8

I have an array char* source and a vector std::vector<char> target. I'd like to make the vector target point to source in O(1), without copying the data.

Something along these lines:

#include <vector>

char* source = new char[3] { 1, 2, 3 };
std::vector<char> target;
target.resize(3);

target.setData(source); // <- Doesn't exist
// OR
std::swap(target.data(), source); // <- swap() does not support char*
delete[] source;

Why is it not possible to manually change where a vector points to? Is there some specific, unmanageable problem that would arise if this was possible?

NutCracker
  • 11,485
  • 4
  • 44
  • 68
Antti_M
  • 904
  • 10
  • 20
  • 9
    What would happen to size and capacity if you just swapped in some random pointer? – Retired Ninja Dec 30 '20 at 10:31
  • 4
    Rust has this as [`Vec::from_raw_parts`](https://doc.rust-lang.org/std/vec/struct.Vec.html#method.from_raw_parts), C++ has no equivalent.
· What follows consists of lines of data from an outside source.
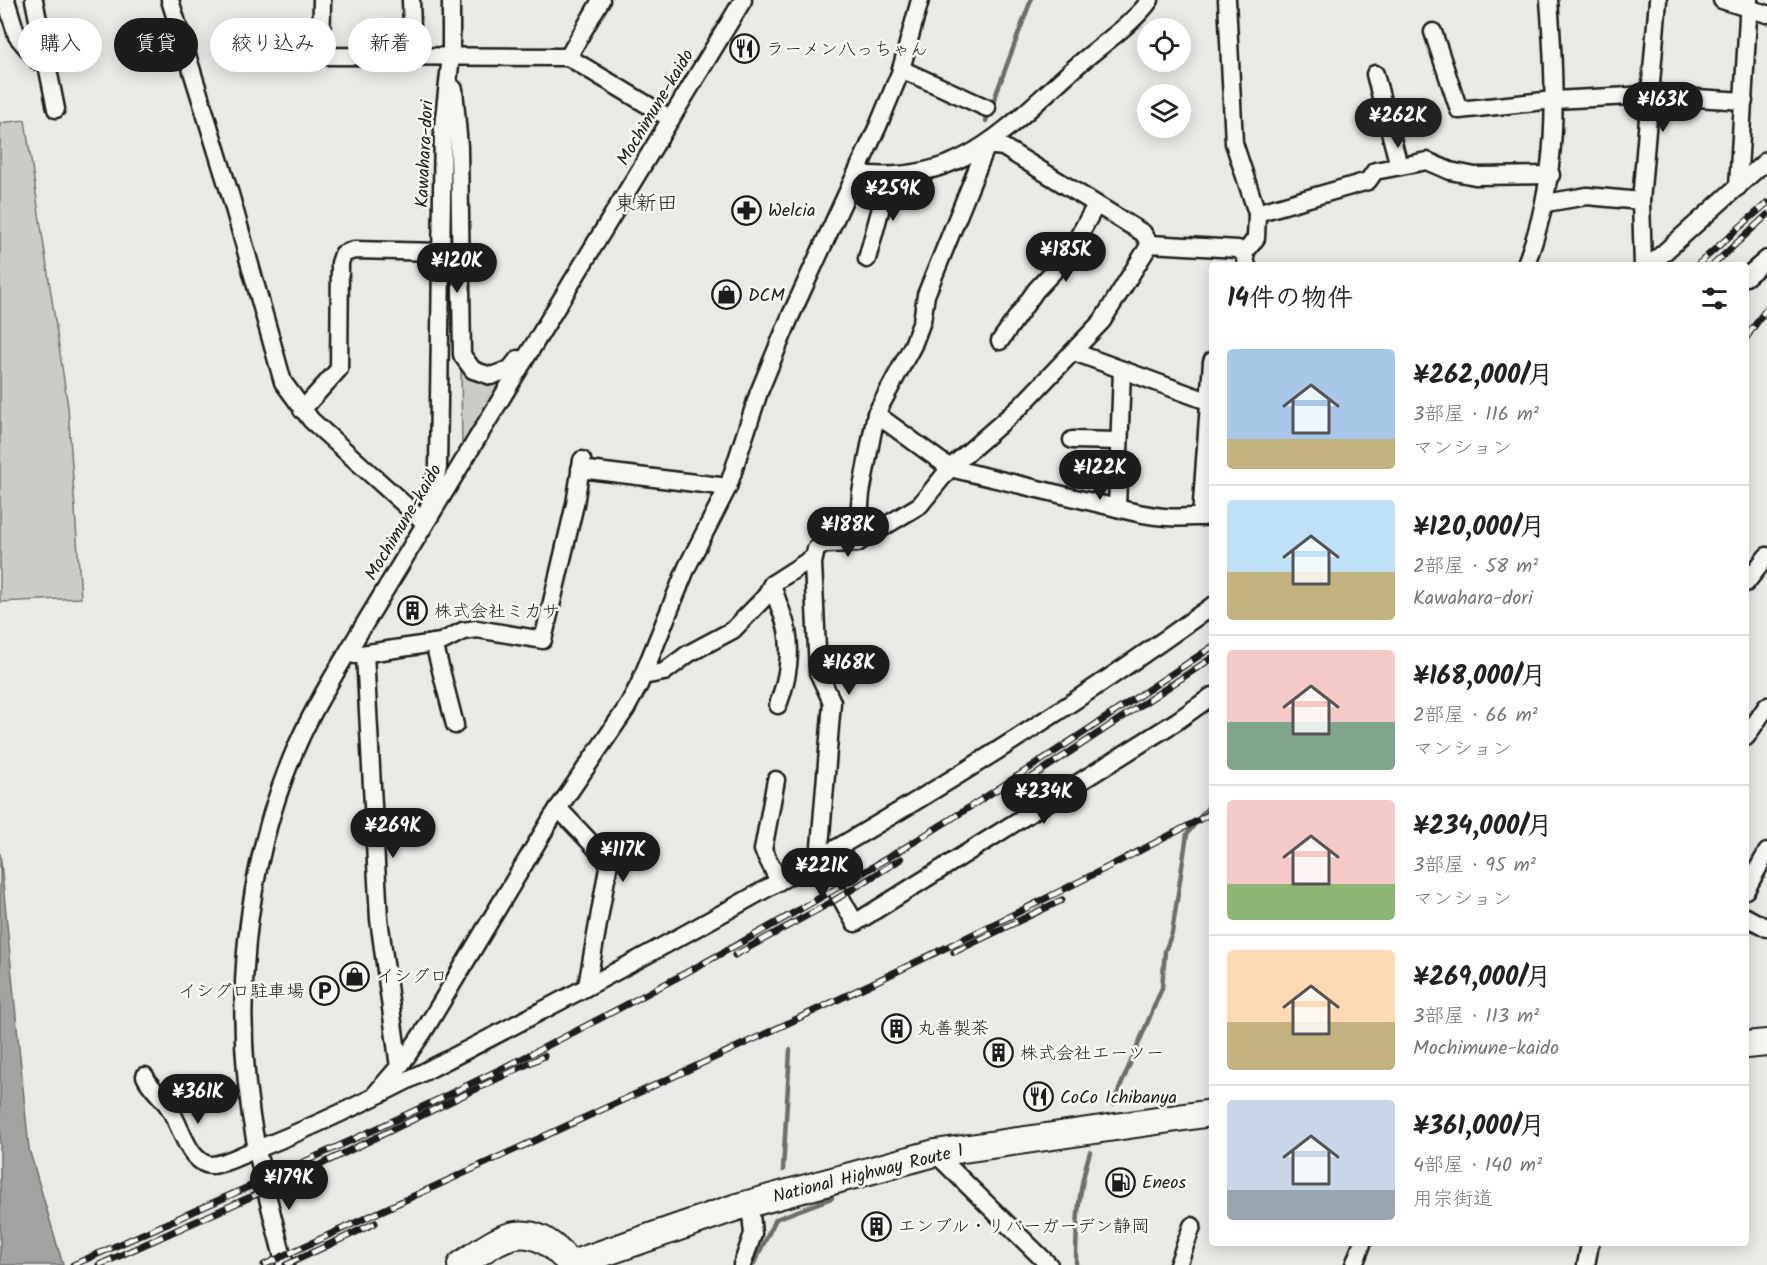 <!DOCTYPE html>
<html lang="ja">
<meta charset="utf-8">
<style>
body{margin:0;font-family:Kalam,"Klee One",sans-serif;background:#f6f6f6;color:#222;height:100vh;display:flex;flex-direction:column;font-size:22px;white-space:nowrap}
*{box-sizing:border-box;margin:0}
p{font-size:20px;color:#767676}
.icon{flex:none;width:33px;height:33px;fill:none;stroke:currentColor;stroke-width:2;stroke-linecap:round;stroke-linejoin:round}
.map{position:relative;flex:1;overflow:hidden}
.details{position:absolute;left:1209px;top:262px;width:540px;height:984px;display:flex;flex-direction:column;background:#fff;border-radius:6px;box-shadow:0 3px 15px #0003}
.details>*{flex:none}
.top-card{position:absolute;left:18px;top:18px;width:570px;height:54px;display:flex;gap:12px}
.buttons{position:absolute;left:1137px;top:18px;display:grid;gap:12px}
.buttons a{display:grid;place-items:center;width:54px;height:54px;border-radius:50%;background:#fff;box-shadow:0 3px 15px #0003;font-size:30px}
.price{position:absolute;translate:-50% -51px;padding:0 14px;border-radius:21px;background:#1c1c1c;color:#fff;font-size:20px;line-height:39px;filter:drop-shadow(0 2px 3px #0008)}
.price::after{content:'';position:absolute;left:50%;top:36px;width:18px;height:14px;margin-left:-9px;background:inherit;clip-path:polygon(0 0,100% 0,50% 100%)}
.price.on{background:#222;color:#fff}
ul{padding:0;list-style:none}
li{display:flex;align-items:center;gap:18px;height:150px;padding:0 18px}
li+li{border-top:2px solid #e0e0e0}
li span{display:grid;place-items:center;flex:none;width:168px;height:120px;border-radius:6px;color:#555}
li>.icon{margin-inline-start:auto}
span .icon{width:72px;height:72px;fill:#fffc;stroke-width:1}
li b{font-size:26px}
h2{display:flex;justify-content:space-between;align-items:center;height:72px;padding:0 18px;font-size:26px}
.chip{padding:0 21px;border-radius:27px;background:#fff;box-shadow:0 3px 15px #0003;font-size:21px;line-height:54px}
.chip.on{background:#1c1c1c;color:#fff}
.map>svg:first-child{display:block}
.green{fill:#cbcbc7;stroke:#747472;stroke-width:1.5}
.water{fill:#a3a3a1;stroke:#6d6d6c;stroke-width:1.5}
.lines{fill:none;stroke-linecap:round;stroke-linejoin:round}
.stream{stroke:#6d6d6c;stroke-width:4.5}
.minor-casing{stroke:#1c1c1c;stroke-width:21}
.highway-casing{stroke:#1c1c1c;stroke-width:30}
.minor{stroke:#f6f6f2;stroke-width:16}
.highway{stroke:#f6f6f2;stroke-width:26}
.rail-casing{stroke:#1c1c1c;stroke-width:7}
.rail{stroke:#f6f6f2;stroke-width:4.5;stroke-dasharray:14;stroke-linecap:butt}
.labels{text-anchor:middle;stroke-width:5;stroke-linejoin:round;paint-order:stroke}
.poi-label{font-size:18px;fill:#1c1c1c;stroke:#f6f6f2;text-anchor:start}
.street-label{font-size:18px;fill:#1c1c1c;stroke:#f6f6f2}
.quarter-label{font-size:21px;fill:#1c1c1c;stroke:#f6f6f2}
</style>
<div class="map">
<svg width="1767" height="1265" viewBox="0 0 1767 1265">
<rect width="100%" height="100%" fill="#e9e9e5"/>
<filter id="ink" filterUnits="userSpaceOnUse"><feTurbulence type="fractalNoise" baseFrequency=".0167" numOctaves="2"/><feDisplacementMap in="SourceGraphic" scale="12" xChannelSelector="R" yChannelSelector="G"/><feConvolveMatrix kernelMatrix="1 2 1 2 8 2 1 2 1" color-interpolation-filters="sRGB"/></filter>
<g filter="url(#ink)">
<g class="green">
<polygon points="25,120 68,407 81,598 0,602 0,123"/>
<polygon points="461,366 505,379 462,452"/>
</g>
<polygon class="water" points="0,853 29,1149 63,1265 0,1265"/>
<g class="lines">
<g class="stream">
<polyline points="986,121 1031,0"/>
<polyline points="1113,1104 1162,988 1165,951 1172,933 1187,834 1212,802"/>
<polyline points="783,1170 790,1050"/>
<polyline points="753,1265 776,1219 832,1198"/>
<path d="M1076,1265C1076,1226 1078,1190 1090,1152"/>
</g>
<defs>
<g id="minor">
<polyline points="6,0 17,36 38,61 46,60"/>
<polyline points="34,0 56,109"/>
<polyline points="170,0 230,194 283,382 311,420 425,523 438,468 443,127 451,56 451,0"/>
<polyline points="322,0 321,56 568,57 671,119"/>
<polyline points="411,0 413,56"/>
<polyline points="1227,0 1234,143 1257,213 1256,238 1244,254"/>
<polyline points="1722,0 1767,14"/>
<polyline points="1433,32 1459,110 1554,100 1649,95 1744,101"/>
<polyline points="568,57 601,0"/>
<polyline points="901,69 987,108"/>
<polyline points="1375,74 1399,166"/>
<polyline points="454,89 459,147 462,355 473,370 491,376 510,369 518,359"/>
<path d="M856,174C963,186 1005,129 1079,64C1101,45 1134,23 1150,0"/>
<polyline points="1738,187 1749,0"/>
<polyline points="1546,203 1587,196 1641,201"/>
<polyline points="1257,213 1368,181 1375,171 1427,161 1450,171 1475,176 1551,175"/>
<polyline points="1150,244 1102,321 1021,406 950,468 920,505 857,543 861,493 876,414 913,345 922,321 926,295 987,145 1003,147 1143,233 1150,244 1238,249 1244,254 1247,266"/>
<polyline points="867,259 889,178"/>
<path d="M1525,266C1560,179 1556,91 1549,0"/>
<polyline points="1643,266 1641,201 1658,0"/>
<polyline points="1649,266 1767,160"/>
<polyline points="1746,277 1767,259"/>
<polyline points="1000,341 1036,290 1067,257 1096,205"/>
<polyline points="1074,352 1210,402"/>
<path d="M1122,370L1117,508C1155,518 1172,519 1212,516"/>
<polyline points="302,410 339,369 340,263 343,254 354,250 440,252"/>
<polyline points="876,414 950,468 1117,508"/>
<polyline points="1072,440 1119,441"/>
<polyline points="580,469 728,487"/>
<polyline points="1201,517 1212,361"/>
<polyline points="857,543 825,544 816,549 813,563 818,672 832,702 819,859 855,923 1177,721 1212,696"/>
<polyline points="1746,583 1767,556"/>
<path d="M772,584C776,600 784,615 787,630C792,656 787,681 778,705"/>
<polyline points="434,643 455,725"/>
<polyline points="365,654 379,919 399,1067"/>
<polyline points="355,655 441,642 463,631 477,629 543,640 575,504 582,460"/>
<polyline points="643,676 664,672 688,654 733,630 765,597 772,584 814,557"/>
<polyline points="1746,737 1767,706"/>
<polyline points="776,780 763,850 779,881"/>
<polyline points="558,808 609,862 587,986"/>
<polyline points="1746,890 1767,852"/>
<polyline points="1746,917 1767,928"/>
<path d="M145,1076C150,1088 160,1094 168,1106C177,1120 182,1137 191,1151C195,1157 203,1165 211,1165C222,1165 237,1157 247,1153C305,1131 359,1105 414,1077C690,936 961,787 1212,606"/>
<polyline points="377,1092 402,1063 424,1031 553,816 626,709 639,685 687,567 728,487 759,392 791,315 878,126 900,73 920,0"/>
<polyline points="935,1153 1049,1265"/>
<path d="M285,1265C275,1227 265,1189 257,1150C230,1016 243,866 299,741C316,703 338,669 359,633L743,0"/>
<polyline points="742,1265 753,1234 751,1214"/>
<polyline points="1178,1265 1192,1226"/>
<polyline points="1354,1265 1362,1244"/>
<polyline points="1586,1265 1590,1244"/>
</g>
<g id="highway">
<polyline points="1746,1045 1767,1043"/>
<path d="M461,1265C497,1240 525,1216 562,1255"/>
<polyline points="569,1265 737,1207 935,1153 1212,1113"/>
</g>
</defs>
<use href="#minor" class="minor-casing"/>
<use href="#highway" class="highway-casing"/>
<use href="#minor" class="minor"/>
<use href="#highway" class="highway"/>
<defs>
<g id="rail">
<polyline points="1696,266 1767,203"/>
<polyline points="1712,266 1767,215"/>
<polyline points="1746,338 1767,308"/>
<polyline points="1008,793 1212,658"/>
<polyline points="954,952 1062,900"/>
<polyline points="735,955 830,903 901,859"/>
<path d="M73,1265C242,1190 412,1116 576,1031C703,965 830,895 951,819C1039,763 1125,705 1212,647"/>
<polyline points="99,1265 295,1177 544,1056"/>
<path d="M264,1265C581,1118 902,977 1212,813"/>
<polyline points="286,1265 375,1223"/>
</g>
</defs>
<use href="#rail" class="rail-casing"/>
<use href="#rail" class="rail"/>
</g>
</g>
<defs>
<symbol id="restaurant-ring" viewBox="-11 -11 22 22"><circle r="9.5" fill="#f6f6f2" stroke="#1c1c1c" stroke-width="1.5"/><path d="M-5-6h1v4h1v-4h1v4h1v-4h1v5L-1.5 .5V6h-2V.5L-5-1ZM5-6V6H3V1.5H1.5Q1.5-4 5-6Z" fill="#1c1c1c"/></symbol>
<symbol id="pharmacy-ring" viewBox="-11 -11 22 22"><circle r="9.5" fill="#f6f6f2" stroke="#1c1c1c" stroke-width="1.5"/><path d="M-2-6h4v4h4v4h-4v4h-4v-4h-4v-4h4Z" fill="#1c1c1c"/></symbol>
<symbol id="shop-ring" viewBox="-11 -11 22 22"><circle r="9.5" fill="#f6f6f2" stroke="#1c1c1c" stroke-width="1.5"/><path d="M-5-2.5h2.3a2.7 3.5 0 0 1 5.4 0H5L5.5 6h-11ZM-1.5-2.5h3a1.5 2.3 0 0 0-3 0Z" fill="#1c1c1c"/></symbol>
<symbol id="building-ring" viewBox="-11 -11 22 22"><circle r="9.5" fill="#f6f6f2" stroke="#1c1c1c" stroke-width="1.5"/><path d="M-4-6H4V6H1V3H-1V6H-4ZM-2.5-4.3h1.7v1.8h-1.7ZM.8-4.3h1.7v1.8H.8ZM-2.5-1h1.7V.8h-1.7ZM.8-1h1.7V.8H.8Z" fill="#1c1c1c"/></symbol>
<symbol id="parking-ring" viewBox="-11 -11 22 22"><circle r="9.5" fill="#f6f6f2" stroke="#1c1c1c" stroke-width="1.5"/><path d="M-3.5-5.5H1a3.5 3.5 0 0 1 0 7H-1V5.5H-3.5ZM-1-3.4V-.6H.8a1.4 1.4 0 0 0 0-2.8Z" fill="#1c1c1c"/></symbol>
<symbol id="fuel-ring" viewBox="-11 -11 22 22"><circle r="9.5" fill="#f6f6f2" stroke="#1c1c1c" stroke-width="1.5"/><path d="M-5.5-6h7V0h2V4h1.3V-2.5L3-4.5l.8-.8L6-3V5H2.5V1h-1V6h-7ZM-4.2-4.7v3.2H.2V-4.7Z" fill="#1c1c1c"/></symbol>
</defs>
<g fill-rule="evenodd">
<use href="#restaurant-ring" x="728" y="32" width="33" height="33"/>
<use href="#pharmacy-ring" x="730" y="194" width="33" height="33"/>
<use href="#shop-ring" x="710" y="278" width="33" height="33"/>
<use href="#building-ring" x="396" y="594" width="33" height="33"/>
<use href="#shop-ring" x="338" y="960" width="33" height="33"/>
<use href="#parking-ring" x="308" y="974" width="33" height="33"/>
<use href="#building-ring" x="880" y="1012" width="33" height="33"/>
<use href="#building-ring" x="982" y="1036" width="33" height="33"/>
<use href="#restaurant-ring" x="1022" y="1080" width="33" height="33"/>
<use href="#fuel-ring" x="1104" y="1166" width="33" height="33"/>
<use href="#building-ring" x="860" y="1210" width="33" height="33"/>
</g>
<g class="labels">
<g class="poi-label">
<text x="766" y="55">ラーメン八っちゃん</text>
<text x="768" y="216">Welcia</text>
<text x="748" y="301">DCM</text>
<text x="434" y="617">株式会社ミカサ</text>
<text x="376" y="982">イシグロ</text>
<text x="304" y="997" text-anchor="end">イシグロ駐車場</text>
<text x="917" y="1034">丸善製茶</text>
<text x="1020" y="1059">株式会社エーツー</text>
<text x="1060" y="1103">CoCo Ichibanya</text>
<text x="1142" y="1188">Eneos</text>
<text x="898" y="1232">エンブル・リバーガーデン静岡</text>
</g>
<g class="street-label">
<text transform="translate(655 107) rotate(-59)" y="6">Mochimune-kaido</text>
<text transform="translate(424 154) rotate(-87)" y="6">Kawahara-dori</text>
<text transform="translate(403 522) rotate(-59)" y="6">Mochimune-kaido</text>
<text transform="translate(868 1173) rotate(-14)" y="6">National Highway Route 1</text>
</g>
<g class="quarter-label">
<text x="646" y="210">東新田</text>
</g>
</g>
</svg>
<div class="buttons">
<a><svg class="icon" aria-label="locate" viewBox="0 0 24 24"><circle cx="12" cy="12" r="6"/><path d="M12 2v4M12 18v4M2 12h4M18 12h4"/></svg></a>
<a><svg class="icon" aria-label="layers" viewBox="0 0 24 24"><path d="M12 4l9 5-9 5-9-5zM3 14l9 5 9-5"/></svg></a>
</div>
<b class="price" style="left:1663px;top:133px">¥163K</b>
<b class="price on" style="left:1398px;top:149px">¥262K</b>
<b class="price" style="left:893px;top:222px">¥259K</b>
<b class="price" style="left:1066px;top:283px">¥185K</b>
<b class="price" style="left:457px;top:294px">¥120K</b>
<b class="price" style="left:1100px;top:501px">¥122K</b>
<b class="price" style="left:848px;top:558px">¥188K</b>
<b class="price" style="left:849px;top:696px">¥168K</b>
<b class="price" style="left:1044px;top:825px">¥234K</b>
<b class="price" style="left:393px;top:859px">¥269K</b>
<b class="price" style="left:623px;top:883px">¥117K</b>
<b class="price" style="left:822px;top:899px">¥221K</b>
<b class="price" style="left:198px;top:1125px">¥361K</b>
<b class="price" style="left:289px;top:1211px">¥179K</b>
<div class="top-card">
<a class="chip">購入</a>
<a class="chip on">賃貸</a>
<a class="chip">絞り込み</a>
<a class="chip">新着</a>
</div>
<section class="details">
<h2>14件の物件<svg class="icon" aria-label="filters" viewBox="0 0 24 24"><path d="M4 7h16M4 17h16"/><circle cx="9" cy="7" r="2"/><circle cx="15" cy="17" r="2"/></svg></h2>
<ul>
<li><span style="background:linear-gradient(#a9c7e8 75%,#c2b280 0)"><svg class="icon" aria-label="home" viewBox="0 0 24 24"><path d="M3 11l9-7 9 7M6 9v11h12V9"/></svg></span><div><b>¥262,000/月</b><p>3部屋 · 116 m²</p><p>マンション</p></div></li>
<li><span style="background:linear-gradient(#bfe0f5 60%,#c2b280 0)"><svg class="icon" aria-label="home" viewBox="0 0 24 24"><path d="M3 11l9-7 9 7M6 9v11h12V9"/></svg></span><div><b>¥120,000/月</b><p>2部屋 · 58 m²</p><p>Kawahara-dori</p></div></li>
<li><span style="background:linear-gradient(#f6c9c9 60%,#7fa58c 0)"><svg class="icon" aria-label="home" viewBox="0 0 24 24"><path d="M3 11l9-7 9 7M6 9v11h12V9"/></svg></span><div><b>¥168,000/月</b><p>2部屋 · 66 m²</p><p>マンション</p></div></li>
<li><span style="background:linear-gradient(#f6c9c9 70%,#8fb573 0)"><svg class="icon" aria-label="home" viewBox="0 0 24 24"><path d="M3 11l9-7 9 7M6 9v11h12V9"/></svg></span><div><b>¥234,000/月</b><p>3部屋 · 95 m²</p><p>マンション</p></div></li>
<li><span style="background:linear-gradient(#ffd9b3 60%,#c2b280 0)"><svg class="icon" aria-label="home" viewBox="0 0 24 24"><path d="M3 11l9-7 9 7M6 9v11h12V9"/></svg></span><div><b>¥269,000/月</b><p>3部屋 · 113 m²</p><p>Mochimune-kaido</p></div></li>
<li><span style="background:linear-gradient(#c9d6e8 75%,#9aa5b1 0)"><svg class="icon" aria-label="home" viewBox="0 0 24 24"><path d="M3 11l9-7 9 7M6 9v11h12V9"/></svg></span><div><b>¥361,000/月</b><p>4部屋 · 140 m²</p><p>用宗街道</p></div></li>
</ul>
</section>
</div>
Why do you want this? Is there a reason you cannot fill a vector directly with the data? Otherwise, unique_ptr is closer to what you have (and, if C++ ever supported this, would be the thing it accepts during construction). – GManNickG Dec 30 '20 at 10:33
  • @RetiredNinja That's definitely something to worry about. I would say, however, that C++ is not stranger to having to deal with potentially destructive memory stuff. In my example, I first resized the vector. – Antti_M Dec 30 '20 at 10:34
  • 3
    Not only size and capacity, how should `std::vector` delete that pointer? With `delete` or `delete[]`? And what if a custom allocator was specified for `std::vector`? – Evg Dec 30 '20 at 10:35
  • 1
    `std::vector_view` (hypothetical)? – Paul Sanders Dec 30 '20 at 10:37
  • 9
    There is [`span`](https://en.cppreference.com/w/cpp/container/span); I never used it because it's in C++20, but it looks like the correct class to use. – anatolyg Dec 30 '20 at 10:41
  • @Antti_M -- Create your own `std::span` class. As the previous comment suggested, that is basically what you want to accomplish -- you want all of the functionality of `std::vector` without resizing or memory management. – PaulMcKenzie Dec 30 '20 at 10:52
  • 3
    frame challenge : As long as you control the allocation (incl. re-allocation and de-allocation) for `source` in your original code, typically, this can be done the other way around : `std::vector v(N, '\0'); char* source = v.data(); /* fill source */`. – Sander De Dycker Dec 30 '20 at 10:57
  • For one thing, `target.setData(source);` uses camelCase for the function name, and the standard never does that. – Pete Becker Dec 30 '20 at 15:23
  • @Antti_M *Why can't we change data pointer of std::vector?* -- Assume you could do this -- what happens here? `int *ptr = (int *)GlobalAlloc(50);` -- The `GlobalAlloc` function is a Windows API function that allocates memory. What do you think will happen if you gave `ptr` to `std::vector` to handle? Sparks will be flying out your computer. – PaulMcKenzie Dec 30 '20 at 16:23

3 Answers3

7

C++ vector class supports adding and deleting elements, with guaranteed consecutive order in memory. If you could initialize your vector with existing memory buffer, and add enough elements to it, it would either overflow or require reallocation.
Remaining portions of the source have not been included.